1

This is in a Microsoft Azure data lake running on azure databricks. I'm trying to read a JSON file, that I did not create, which has the schema, or name and type information for CSV's that I can read, but have no header in the CSV.

df1 = spark.read.json('/mnt/jsontest/...PATH.../SalesTable.cdm.json', multiLine=True)
df1.printSchema() 

That loads a pyspark DataFrame and prints this.

What I want is Struct Schema I can use to read the CSV files.
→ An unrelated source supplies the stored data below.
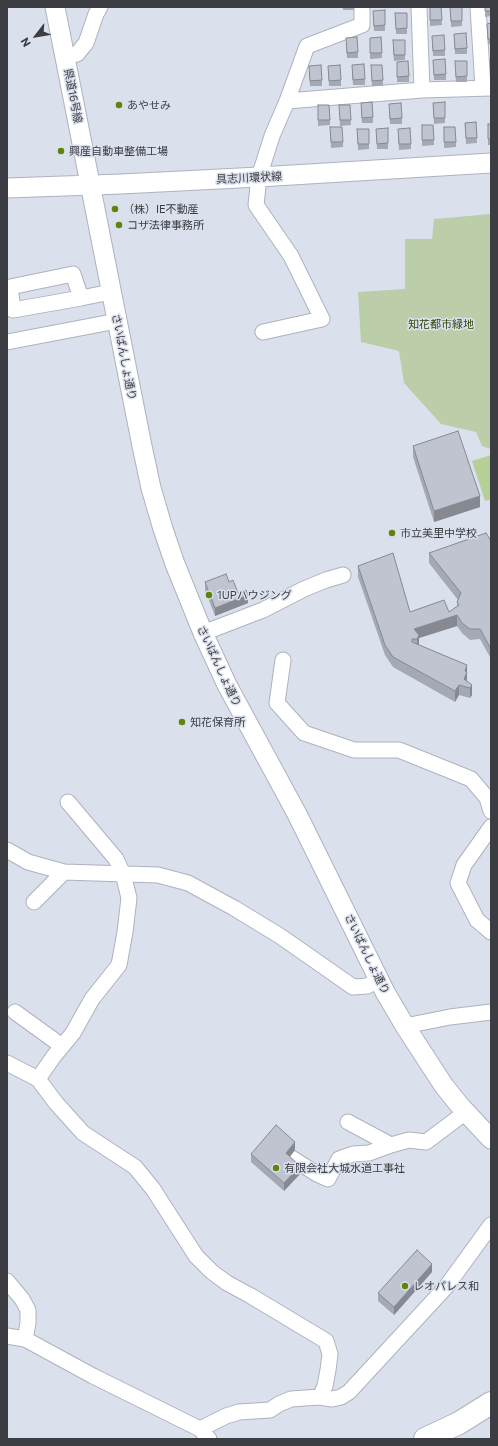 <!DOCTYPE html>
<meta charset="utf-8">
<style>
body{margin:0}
#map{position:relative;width:498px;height:1446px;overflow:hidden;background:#dbe0ed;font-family:Commissioner,sans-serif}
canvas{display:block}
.frame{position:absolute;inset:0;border:8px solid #3b3d42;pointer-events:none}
.north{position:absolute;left:16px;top:16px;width:40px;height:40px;-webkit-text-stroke:3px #dbe0ed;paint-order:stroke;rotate:239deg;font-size:11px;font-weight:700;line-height:16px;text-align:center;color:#3b3d42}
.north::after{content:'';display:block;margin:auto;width:14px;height:18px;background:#3b3d42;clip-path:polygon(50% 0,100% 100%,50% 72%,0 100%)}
</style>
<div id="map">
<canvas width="498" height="1446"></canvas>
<div class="frame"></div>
<div class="north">N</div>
</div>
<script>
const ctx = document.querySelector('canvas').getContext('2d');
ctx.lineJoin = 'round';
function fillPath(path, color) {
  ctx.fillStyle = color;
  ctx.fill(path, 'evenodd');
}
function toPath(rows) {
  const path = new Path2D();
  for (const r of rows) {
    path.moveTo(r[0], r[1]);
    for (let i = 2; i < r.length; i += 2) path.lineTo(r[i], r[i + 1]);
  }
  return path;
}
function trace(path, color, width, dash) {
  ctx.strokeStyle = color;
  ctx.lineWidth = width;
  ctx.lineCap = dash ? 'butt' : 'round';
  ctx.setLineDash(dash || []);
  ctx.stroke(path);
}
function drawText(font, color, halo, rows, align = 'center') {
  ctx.font = font + ' Commissioner,"Noto Sans JP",sans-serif';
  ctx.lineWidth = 3;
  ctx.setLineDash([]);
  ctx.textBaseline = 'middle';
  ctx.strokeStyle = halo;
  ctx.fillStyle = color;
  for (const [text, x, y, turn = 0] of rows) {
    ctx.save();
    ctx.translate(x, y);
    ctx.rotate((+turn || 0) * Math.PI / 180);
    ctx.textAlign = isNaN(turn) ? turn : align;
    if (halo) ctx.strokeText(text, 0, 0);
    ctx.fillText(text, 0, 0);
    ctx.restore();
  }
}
const green = toPath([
 [491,214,491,449,482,446,476,432,441,424,404,383,399,351,361,342,358,292,405,289,405,239,432,239,434,219]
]);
const water = toPath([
 [491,455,491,499,485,501,472,461]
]);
const minor = toPath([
 [419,7,422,90],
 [478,7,483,88],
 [65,57,77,54,86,43,96,14,100,7],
 [287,101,422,90,491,88],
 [81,298,73,274,10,287,13,310,81,298,111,292],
 [263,332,322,319,291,256,256,205,259,177,272,136,287,101,307,46,362,25,362,7],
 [7,342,117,321],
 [203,633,263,610,304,589,326,580,343,575],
 [283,660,277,703,304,733,354,750,399,750,471,779,487,798,491,811],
 [68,802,116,859,123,874,129,898,125,932,119,965,92,999,73,1033,54,1056,38,1079,56,1103,83,1133,135,1167,153,1189,196,1256,212,1272,227,1283,251,1296,326,1341,330,1354,328,1370,325,1386,320,1397],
 [491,827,464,865,458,883,477,920,491,932],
 [7,850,28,862,64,872,158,875,188,883,234,908,280,936,353,987,367,986,379,980],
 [34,902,64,872],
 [15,1012,62,1046],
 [405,1026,450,1017,491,1012],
 [7,1063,38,1079],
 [348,1122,391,1145,409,1140,426,1142,466,1112],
 [290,1157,317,1174,328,1179,339,1159,353,1154,369,1153,391,1145],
 [7,1281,22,1299,28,1310,28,1323,25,1339],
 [7,1336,25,1339,93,1376,200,1429,209,1439],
 [200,1429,226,1416,239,1412,270,1410,279,1404,291,1399,320,1397,332,1399,341,1397,349,1392,446,1287,491,1225]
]);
const major = toPath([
 [55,7,142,446,151,488,163,529,175,564,203,633,227,685,297,814,385,992,405,1026,444,1086,461,1107,491,1139],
 [7,188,121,184,259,177,491,163]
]);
const highway = toPath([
 [425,1439,459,1423,491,1403]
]);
const wall = toPath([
 [343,7,354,7,354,10,343,10],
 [430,7,441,7,442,25,430,26],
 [450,7,462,7,462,26,451,27],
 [485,7,491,7,491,16,485,17],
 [395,13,407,28,407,34,396,34],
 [373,16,385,25,385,31,374,31],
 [491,23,491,44,488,44,487,29],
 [381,37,382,58,370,59,370,38],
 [454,39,467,48,467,54,455,54],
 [405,40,405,60,394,61,393,46],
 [432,41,445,50,445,56,433,56],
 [346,43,358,52,358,58,347,58],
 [397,62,409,76,409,82,397,82],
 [433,65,446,74,446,80,434,80],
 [455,67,467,76,467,82,456,82],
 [352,70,365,79,365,85,353,85],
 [309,71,322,80,322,86,310,86],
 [328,71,341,80,341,86,329,86],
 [371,71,383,80,383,86,372,86],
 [445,102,445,123,434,124,433,103],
 [318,105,330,120,330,125,318,126],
 [339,105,350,105,351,125,340,126],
 [361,108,373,117,373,123,362,123],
 [389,109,402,118,402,124,390,124],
 [476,122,477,143,466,144,465,123],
 [491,124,491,145,488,145,488,130],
 [422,125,433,125,434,145,422,146],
 [388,128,388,149,377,149,376,129],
 [357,129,369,129,369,149,358,150],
 [444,132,456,142,456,147,444,148],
 [330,133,343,142,343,147,331,148],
 [398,134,411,144,411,149,399,150],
 [413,446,480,507,434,522,413,457],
 [491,541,491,659,480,639,470,640,462,633,457,626,419,638,419,645,467,665,467,681,472,685,472,695,470,698,459,695,455,702,393,667,385,655,358,577,358,566,410,612,449,612,457,606,457,602,458,600,429,563,429,553],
 [205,582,229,582,248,603,215,616,205,590],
 [295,1150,290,1157,300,1174,284,1191,251,1162,251,1154],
 [432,1272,394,1315,378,1301,378,1293]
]);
const shadedWall = toPath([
 [480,496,480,507,434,522,434,511],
 [248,595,248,603,215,616,215,608],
 [457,615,457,626,419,638,419,646,417,649,417,638,414,639,414,629],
 [467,665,467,683,464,679,465,671],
 [459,685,459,695,455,702,455,691],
 [472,685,472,695,470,698,470,688],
 [295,1142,295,1150,286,1161,286,1153],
 [300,1166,300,1174,284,1191,284,1183],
 [432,1264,432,1272,394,1315,394,1307]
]);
const building = toPath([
 [430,7,441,7,442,20,430,20,430,7],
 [450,7,462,7,462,21,451,21,450,7],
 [485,7,491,7,491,11,485,11,485,7],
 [385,10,385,25,374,26,373,11,385,10],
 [395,13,407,13,407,28,396,29,395,13],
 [491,23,491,39,488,39,487,24,491,23],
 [466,33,467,48,455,49,454,34,466,33],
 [444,35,445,50,433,51,432,36,444,35],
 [357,37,358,52,347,53,346,38,357,37],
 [381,37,382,53,370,53,370,38,381,37],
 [393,40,405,40,405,55,394,55,393,40],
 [445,59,446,74,434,75,433,60,445,59],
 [490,60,491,60,491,75,490,60],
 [408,61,409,76,397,77,397,62,408,61],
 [455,61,467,61,467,76,456,77,455,61],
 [364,64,365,79,353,80,352,65,364,64],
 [321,65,322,80,310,81,309,66,321,65],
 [340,65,341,80,329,81,328,66,340,65],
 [371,65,382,65,383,80,372,81,371,65],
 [372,102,373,117,362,118,361,103,372,102],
 [445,102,445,118,434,118,433,103,445,102],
 [401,103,402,118,390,119,389,104,401,103],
 [318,105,329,105,330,120,318,120,318,105],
 [339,105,350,105,351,120,340,120,339,105],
 [476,122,477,138,466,138,465,123,476,122],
 [488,124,491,124,491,139,488,139,488,124],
 [422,125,433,125,434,140,422,140,422,125],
 [330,127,342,127,343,142,331,142,330,127],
 [444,127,455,127,456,142,444,142,444,127],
 [388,128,388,143,377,144,376,129,388,128],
 [410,128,411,144,399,144,398,129,410,128],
 [357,129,369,129,369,144,358,144,357,129],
 [458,431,480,496,434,511,413,446,458,431],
 [486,533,491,541,491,649,480,629,470,629,462,623,457,615,414,629,419,635,417,639,412,639,412,642,467,665,465,671,467,672,464,679,472,685,470,688,459,685,455,691,393,657,385,645,358,566,393,553,410,612,444,600,449,612,459,605,457,602,461,593,429,553,486,533],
 [226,574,229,582,233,580,238,593,246,590,248,595,215,608,205,582,226,574],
 [276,1125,295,1142,286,1153,300,1166,284,1183,251,1154,276,1125],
 [417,1250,432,1264,394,1307,378,1293,417,1250]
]);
const markers = [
 [119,105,4,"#5d850b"],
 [61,151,4,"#5d850b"],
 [115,209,4,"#5d850b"],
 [119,225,4,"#5d850b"],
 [392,533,4,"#5d850b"],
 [209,595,4,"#5d850b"],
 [182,722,4,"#5d850b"],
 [276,1168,4,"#5d850b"],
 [405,1286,4,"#5d850b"]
];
const streetNames = [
 ["県道16号線",73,96,79],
 ["具志川環状線",249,178,-3],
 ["さいばんしょ通り",124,357,79],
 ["さいばんしょ通り",219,666,65],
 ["さいばんしょ通り",367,954,64]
];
const poiNames = [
 ["あやせみ",127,105],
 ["興産自動車整備工場",69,151],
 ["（株）IE不動産",123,209],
 ["コザ法律事務所",127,225],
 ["市立美里中学校",400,533],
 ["1UPハウジング",217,595],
 ["知花保育所",190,722],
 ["有限会社大城水道工事社",284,1168],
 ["レオパレス和",413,1286]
];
const parkNames = [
 ["知花都市緑地",441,324]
];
fillPath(green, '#bccda9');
fillPath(water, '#b5cf97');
trace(minor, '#aeb2bf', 17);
trace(major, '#aeb2bf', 21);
trace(highway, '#aeb2bf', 24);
trace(minor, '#fff', 15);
trace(major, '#fff', 19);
trace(highway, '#fff', 22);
fillPath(wall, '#a4a9b3');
fillPath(shadedWall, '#868992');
fillPath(building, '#bfc4d0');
trace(building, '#868992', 1);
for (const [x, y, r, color] of markers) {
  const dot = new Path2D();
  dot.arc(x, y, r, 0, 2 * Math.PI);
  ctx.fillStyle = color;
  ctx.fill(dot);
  trace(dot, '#dbe0ed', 1.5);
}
drawText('11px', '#3b3d42', '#dbe0ed', streetNames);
drawText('11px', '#3b3d42', '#dbe0ed', poiNames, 'left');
drawText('11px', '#2e4406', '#dbe0ed', parkNames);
</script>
I haven't been able to get a dataframe of the definitions array, that I could loop and create the struct elements.

root
 |-- definitions: array (nullable = true)
 |    |-- element: struct (containsNull = true)
 |    |    |-- displayName: string (nullable = true)
 |    |    |-- entityName: string (nullable = true)
 |    |    |-- hasAttributes: array (nullable = true)
 |    |    |    |-- element: struct (containsNull = true)
 |    |    |    |    |-- dataFormat: string (nullable = true)
 |    |    |    |    |-- name: string (nullable = true)
 |    |    |    |    |-- purpose: string (nullable = true)
 |-- imports: array (nullable = true)
 |    |-- element: struct (containsNull = true)
 |    |    |-- corpusPath: string (nullable = true)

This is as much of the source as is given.